Spot Rates Skyrocket after Hanjin Collapse

Spot container freight rates on major routes from Asia soared by up to 42 percent following the Hanjin collapse.

World Container Index Shanghai-Europe Weekly Spot Rate and Trend Line (US$/40-foot container) as of September 1, 2016
World Container Index Shanghai-Europe Weekly Spot Rate and Trend Line
(US$/40-foot container) as of September 1, 2016

Spot container freight rates on the major routes from Asia soared by up to 42 percent following the collapse of Hanjin Shipping, data from the World Container Index (WCI) reveals.

Rate assessment increased by 42 percent to $1,674 per 40-foot container on the Shanghai-Los Angeles route, by 19 percent to $2,151 on the Shanghai-New York route and by 39 percent to $1,826 on the Shanghai-Rotterdam route.
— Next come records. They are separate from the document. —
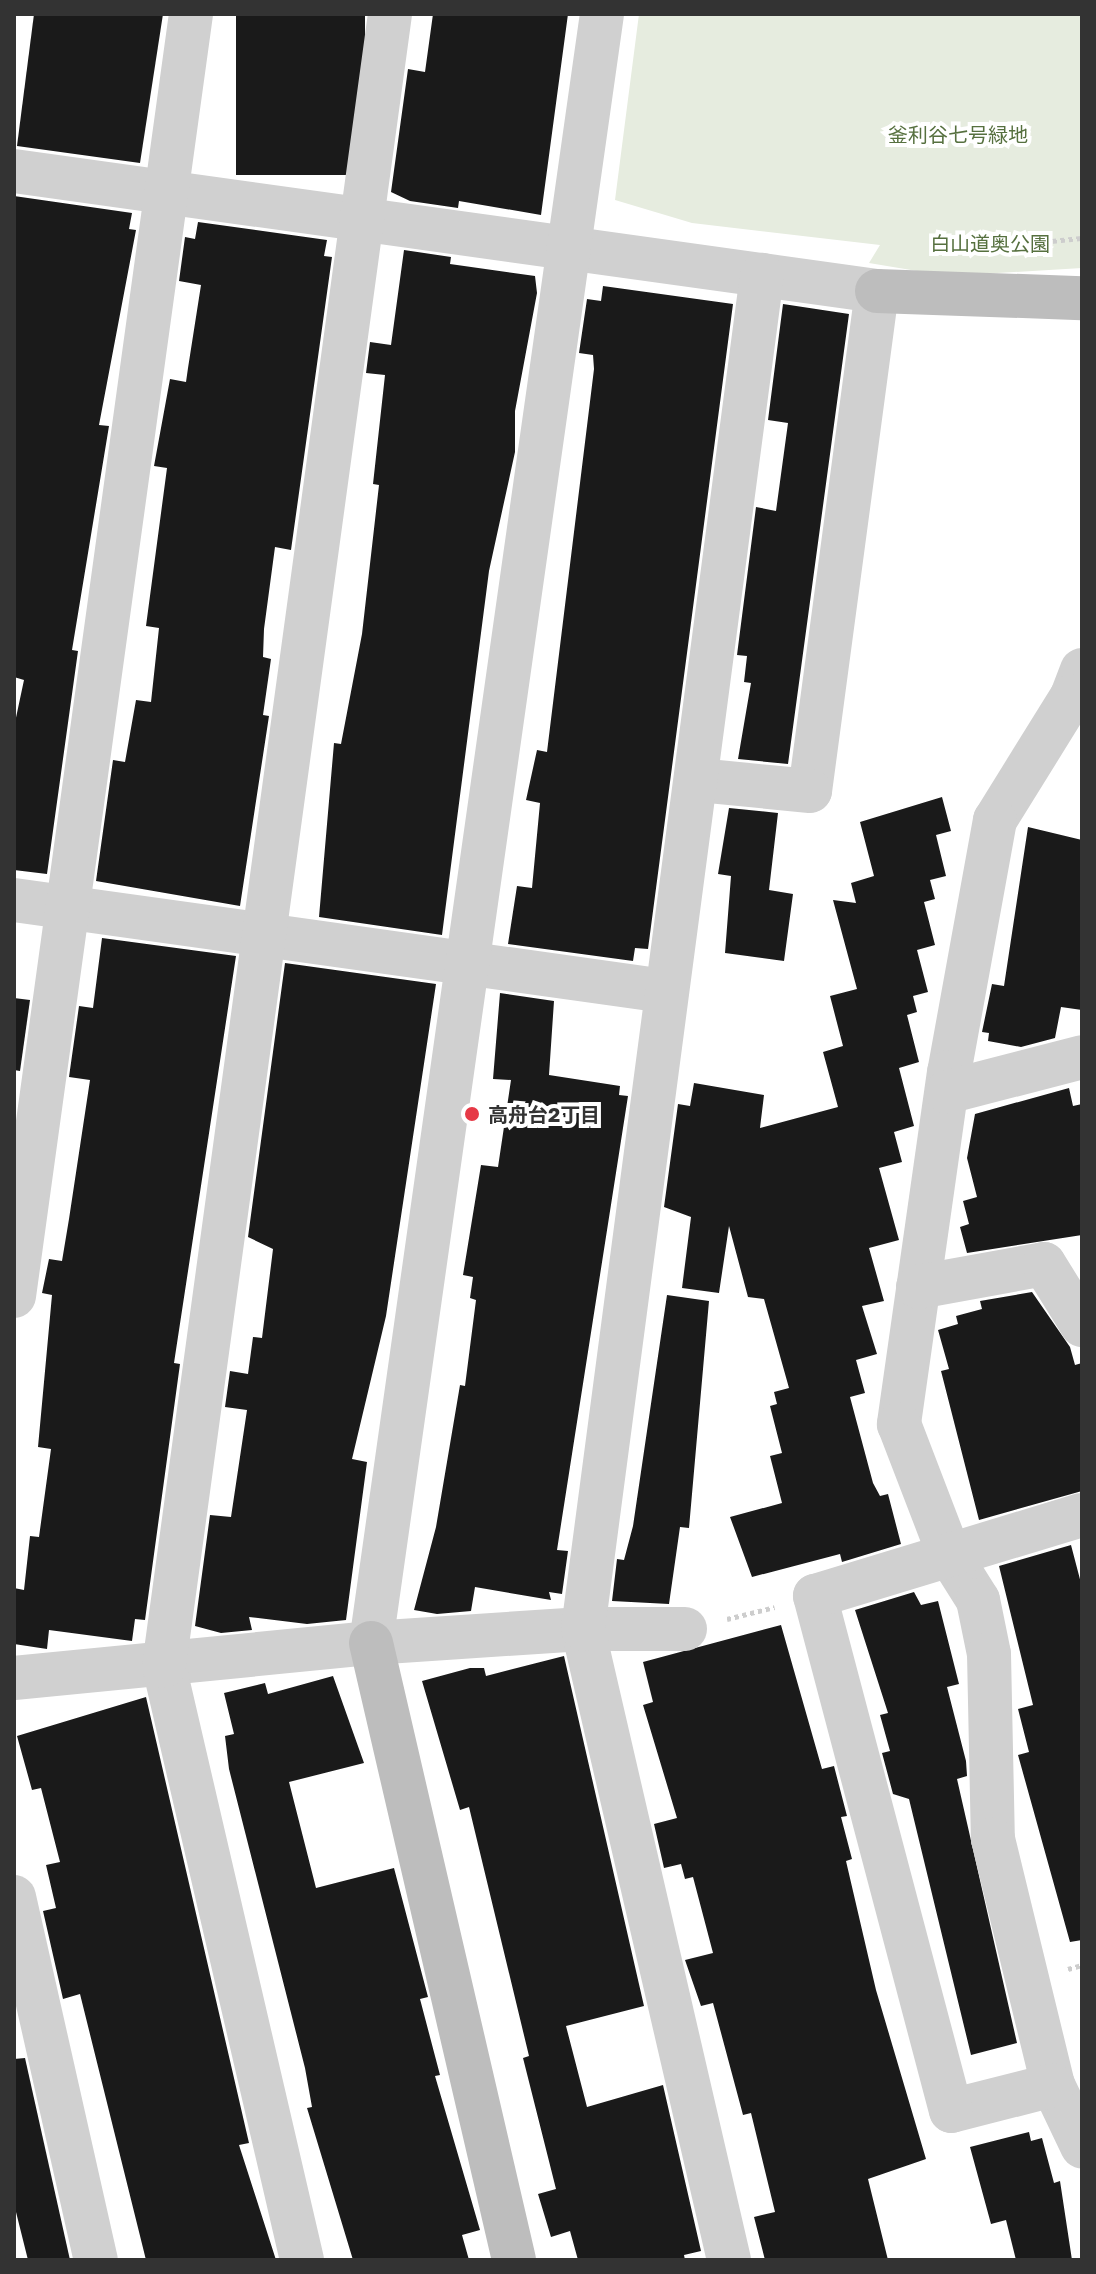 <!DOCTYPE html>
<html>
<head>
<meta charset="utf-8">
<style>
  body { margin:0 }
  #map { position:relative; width:1096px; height:2274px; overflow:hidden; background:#fff; font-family:"Golos Text","Noto Sans JP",sans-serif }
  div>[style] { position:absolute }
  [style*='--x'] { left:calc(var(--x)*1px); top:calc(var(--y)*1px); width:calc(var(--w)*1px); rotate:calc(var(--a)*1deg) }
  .green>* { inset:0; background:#e6ecdf }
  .building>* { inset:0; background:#1a1a1a; transform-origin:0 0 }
  .path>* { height:5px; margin-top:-2.5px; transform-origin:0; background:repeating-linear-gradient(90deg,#cdcdcd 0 4px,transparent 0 8px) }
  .street>* { height:44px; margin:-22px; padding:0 22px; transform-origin:22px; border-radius:22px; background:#d0d0d0 }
  .secondary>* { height:44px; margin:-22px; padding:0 22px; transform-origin:22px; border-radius:22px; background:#bdbdbd }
  .dots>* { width:22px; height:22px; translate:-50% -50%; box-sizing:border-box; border:4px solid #fff; border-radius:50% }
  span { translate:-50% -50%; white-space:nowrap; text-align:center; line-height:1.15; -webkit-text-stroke:8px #fff; paint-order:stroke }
  .park-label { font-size:20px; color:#56703f }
  .poi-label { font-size:20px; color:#333; font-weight:700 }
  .left { translate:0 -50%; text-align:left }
  .frame { position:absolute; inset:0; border:16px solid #333; pointer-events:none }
</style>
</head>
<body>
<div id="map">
  <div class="green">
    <div style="clip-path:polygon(639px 14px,1082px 14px,1082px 268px,947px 276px,869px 263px,880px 245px,692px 223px,615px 200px)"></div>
  </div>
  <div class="building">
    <div style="clip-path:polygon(34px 14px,163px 14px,140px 163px,17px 146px)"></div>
    <div style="left:236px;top:14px;width:129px;height:161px"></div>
    <div style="clip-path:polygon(433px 14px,568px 14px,541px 215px,459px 201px,458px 208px,410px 201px,391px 192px,408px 69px,425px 72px)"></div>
    <div style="clip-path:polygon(14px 196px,132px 213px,129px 229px,136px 230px,99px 425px,109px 426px,72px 650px,78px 651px,47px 874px,14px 870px,14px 727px,24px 680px,14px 677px)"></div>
    <div style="clip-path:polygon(198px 222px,327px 240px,324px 256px,332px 257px,291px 550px,275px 547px,264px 629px,263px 657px,271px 659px,263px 715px,269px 716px,240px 906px,96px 881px,113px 760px,125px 762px,136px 700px,151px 702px,159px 628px,146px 626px,167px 468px,154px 466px,170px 379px,186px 382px,188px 368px,201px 285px,179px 281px,185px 237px,195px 239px)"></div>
    <div style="clip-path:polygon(404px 250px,451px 257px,450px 264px,535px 276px,537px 293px,515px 411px,515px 452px,489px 571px,442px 935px,319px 917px,334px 743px,341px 744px,362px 634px,379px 485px,373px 484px,385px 375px,366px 373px,370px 342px,391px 345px)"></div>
    <div style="clip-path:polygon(603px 286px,733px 304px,648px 949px,635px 948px,633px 961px,508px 944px,517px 886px,532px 888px,540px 803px,526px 800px,537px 750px,547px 752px,594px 369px,593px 355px,579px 353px,587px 299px,601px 301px)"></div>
    <div style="clip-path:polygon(783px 304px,849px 314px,788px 764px,738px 759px,751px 683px,744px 682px,747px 656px,737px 655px,756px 507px,776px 511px,788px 423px,768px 420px)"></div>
    <div style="clip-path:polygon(942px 797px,951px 831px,936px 835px,946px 876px,930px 880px,935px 899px,924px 902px,935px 945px,917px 950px,928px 992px,913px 996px,917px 1012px,907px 1015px,919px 1062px,899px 1068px,914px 1126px,894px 1132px,902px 1162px,879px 1168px,899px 1240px,869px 1248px,884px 1301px,862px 1306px,877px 1354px,856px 1360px,865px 1393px,850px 1397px,873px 1483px,880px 1496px,888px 1494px,901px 1544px,842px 1562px,840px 1554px,752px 1577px,730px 1517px,782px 1503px,770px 1456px,782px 1453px,770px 1406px,777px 1404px,774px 1392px,789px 1388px,764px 1299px,748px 1297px,729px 1226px,719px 1293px,682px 1288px,691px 1217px,664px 1207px,678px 1104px,690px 1106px,694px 1083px,764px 1095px,760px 1128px,838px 1107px,823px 1052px,843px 1046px,830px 996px,857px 989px,833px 900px,856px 903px,851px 883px,874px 876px,860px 822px)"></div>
    <div style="clip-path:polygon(729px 808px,778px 813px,769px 890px,793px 894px,784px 961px,725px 953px,731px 876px,718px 874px)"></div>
    <div style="clip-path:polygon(1028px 827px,1082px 840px,1082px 1010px,1061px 1007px,1055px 1038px,1021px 1047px,988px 1041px,989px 1033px,982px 1032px,992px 984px,1004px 986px)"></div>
    <div style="clip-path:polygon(102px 938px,236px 956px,174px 1363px,180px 1364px,145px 1620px,135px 1619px,132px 1641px,49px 1630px,47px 1649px,14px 1644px,14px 1588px,24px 1590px,30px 1536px,39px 1537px,51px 1449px,38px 1447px,52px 1295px,42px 1293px,49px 1259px,62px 1261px,69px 1219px,90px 1080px,69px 1077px,79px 1006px,93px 1008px)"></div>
    <div style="clip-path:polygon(285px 963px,436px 984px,386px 1316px,352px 1459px,367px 1462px,346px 1620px,307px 1624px,249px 1617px,252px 1630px,221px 1633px,195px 1626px,210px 1515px,231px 1517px,247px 1410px,225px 1407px,230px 1371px,248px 1374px,253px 1337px,262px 1338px,273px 1249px,248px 1237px)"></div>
    <div style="clip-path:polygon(500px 993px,554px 1001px,549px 1075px,620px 1086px,619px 1095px,628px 1096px,557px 1550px,568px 1551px,562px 1594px,549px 1592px,551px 1600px,475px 1587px,471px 1611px,437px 1614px,414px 1610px,436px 1527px,460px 1385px,465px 1386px,476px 1300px,470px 1298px,473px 1277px,463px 1275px,481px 1165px,498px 1167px,511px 1080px,493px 1079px)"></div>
    <div style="clip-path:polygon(14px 998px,30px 1000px,20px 1071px,14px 1070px)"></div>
    <div style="clip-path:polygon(1069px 1088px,1073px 1106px,1082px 1104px,1082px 1235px,967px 1253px,960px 1227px,969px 1224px,963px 1201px,977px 1197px,967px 1158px,975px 1114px)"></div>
    <div style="clip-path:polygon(1032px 1292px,1070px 1347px,1075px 1365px,1082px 1363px,1082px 1491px,979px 1520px,941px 1371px,949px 1369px,938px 1330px,958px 1324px,956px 1316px,982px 1309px,980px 1301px)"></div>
    <div style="clip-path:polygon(667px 1295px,709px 1301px,689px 1528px,680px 1527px,669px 1604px,612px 1601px,617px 1559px,624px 1560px,633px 1526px)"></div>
    <div style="clip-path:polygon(1071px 1545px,1082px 1587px,1082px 1940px,1070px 1942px,1018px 1755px,1029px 1752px,1018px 1709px,1033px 1705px,999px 1566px)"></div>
    <div style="clip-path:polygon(914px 1592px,921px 1605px,938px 1601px,959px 1684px,947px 1687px,966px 1761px,967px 1776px,957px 1779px,1017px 2043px,971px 2055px,909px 1799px,893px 1794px,882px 1753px,890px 1751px,880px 1715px,888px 1713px,855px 1610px)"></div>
    <div style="clip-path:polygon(781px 1625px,822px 1769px,834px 1766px,847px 1816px,841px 1817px,852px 1859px,846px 1861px,876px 1990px,926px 2159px,868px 2179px,888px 2260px,765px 2260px,754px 2217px,775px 2212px,751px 2113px,743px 2115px,713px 2003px,701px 2006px,685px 1960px,713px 1953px,693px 1877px,685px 1879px,681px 1864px,664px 1868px,654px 1824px,677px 1818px,643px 1705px,653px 1702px,643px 1662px)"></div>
    <div style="clip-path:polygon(564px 1656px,644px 2006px,566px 2026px,587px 2107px,663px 2085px,701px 2251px,684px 2255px,685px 2260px,578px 2260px,570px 2231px,551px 2237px,538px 2194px,556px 2189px,523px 2058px,529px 2056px,469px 1807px,460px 1810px,422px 1681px,470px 1668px,484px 1668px,486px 1676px)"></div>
    <div style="clip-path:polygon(333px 1676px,364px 1763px,289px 1782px,316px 1888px,394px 1868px,428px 1997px,420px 1999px,440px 2075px,435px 2076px,480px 2230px,462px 2235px,469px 2260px,353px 2260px,307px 2108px,312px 2107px,305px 2068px,229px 1769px,225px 1736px,234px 1734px,224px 1693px,265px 1683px,268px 1694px)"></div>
    <div style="clip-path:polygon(146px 1697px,249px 2143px,239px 2145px,276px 2260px,146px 2260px,80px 1994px,63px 1999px,43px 1911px,56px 1908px,46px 1865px,60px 1862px,41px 1788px,32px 1790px,17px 1736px)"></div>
    <div style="clip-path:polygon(25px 2058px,70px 2260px,28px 2260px,14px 2204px,14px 2059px)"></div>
    <div style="clip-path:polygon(1029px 2132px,1031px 2141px,1042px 2138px,1054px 2183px,1060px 2181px,1072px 2260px,1016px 2260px,1006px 2220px,991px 2224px,970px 2147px)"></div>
  </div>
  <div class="path">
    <div style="--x:981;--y:248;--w:101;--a:-5.7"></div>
    <div style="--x:727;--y:1619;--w:49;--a:-14"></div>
    <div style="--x:1068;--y:1969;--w:15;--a:-16"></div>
  </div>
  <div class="street">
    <div style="--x:14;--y:171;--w:871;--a:7.92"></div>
    <div style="--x:877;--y:291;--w:504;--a:97.63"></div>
    <div style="--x:810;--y:791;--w:114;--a:-174.4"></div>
    <div style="--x:1082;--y:670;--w:28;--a:111"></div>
    <div style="--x:1072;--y:696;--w:146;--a:121.8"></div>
    <div style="--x:995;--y:820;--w:256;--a:100.3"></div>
    <div style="--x:949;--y:1072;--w:356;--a:98.1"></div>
    <div style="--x:899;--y:1424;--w:139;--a:69"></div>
    <div style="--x:949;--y:1554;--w:54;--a:57.8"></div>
    <div style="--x:978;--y:1600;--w:55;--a:78.5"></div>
    <div style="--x:989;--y:1654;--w:185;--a:88.8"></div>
    <div style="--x:993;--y:1839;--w:253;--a:76.3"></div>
    <div style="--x:1053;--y:2085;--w:68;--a:64.6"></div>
    <div style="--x:14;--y:900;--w:657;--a:7.96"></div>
    <div style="--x:947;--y:1092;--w:139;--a:-14.5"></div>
    <div style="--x:918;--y:1287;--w:128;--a:-10.3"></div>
    <div style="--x:1044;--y:1264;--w:72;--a:58.1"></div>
    <div style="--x:14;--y:1296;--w:1294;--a:-82.14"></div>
    <div style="--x:371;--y:1643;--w:1645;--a:-81.93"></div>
    <div style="--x:14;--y:1678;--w:359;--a:-5.6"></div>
    <div style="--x:371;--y:1643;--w:212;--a:-3.8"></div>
    <div style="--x:583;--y:1629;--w:102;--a:0"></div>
    <div style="--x:14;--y:1897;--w:372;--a:77.3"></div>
    <div style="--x:1053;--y:2085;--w:105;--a:165.7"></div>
    <div style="--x:951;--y:2111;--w:533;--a:-104.79"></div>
    <div style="--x:815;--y:1596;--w:279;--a:-16.9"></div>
    <div style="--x:302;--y:2260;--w:610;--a:-103.08"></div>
    <div style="--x:164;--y:1666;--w:1667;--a:-82.21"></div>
    <div style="--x:729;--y:2260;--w:648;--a:-103.03"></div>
    <div style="--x:583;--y:1629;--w:1366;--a:-82.47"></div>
  </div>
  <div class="secondary">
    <div style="--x:877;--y:291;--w:205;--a:2"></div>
    <div style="--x:371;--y:1643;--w:633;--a:76.95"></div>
  </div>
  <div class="dots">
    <div style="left:472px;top:1114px;background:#e63946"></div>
  </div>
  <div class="park-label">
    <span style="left:958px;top:134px">釜利谷七号緑地</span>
    <span style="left:990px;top:243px">白山道奥公園</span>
  </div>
  <div class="poi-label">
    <span class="left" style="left:488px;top:1114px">高舟台2丁目</span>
  </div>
  <div class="frame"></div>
</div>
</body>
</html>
“Unpredictable freight rates are not new phenomenon in the container industry, however, a major upheaval of supply like this is likely to cause extreme short-term price volatility. Shippers should expect increasing freight costs and tight allocation for several weeks at least,” said Richard Heath, general manager of WCI.

“The Hanjin bankruptcy means a shock to the market—some of our shipper customers are making contingency plans and asked us to assess the impact of this on their supply chains,” said Philip Damas, director at Drewry, which jointly owns WCI alongside Cleartrade Exchange.

The WCI assessed by Drewry tracks and documents the weekly changes in spot rates on 11 East-West routes.

The WCI is a weekly container pricing index based on actual agreed freight assessments reported by industry players in Asia, Europe and the U.S., and is not financed or backed by either shipper or carrier interests.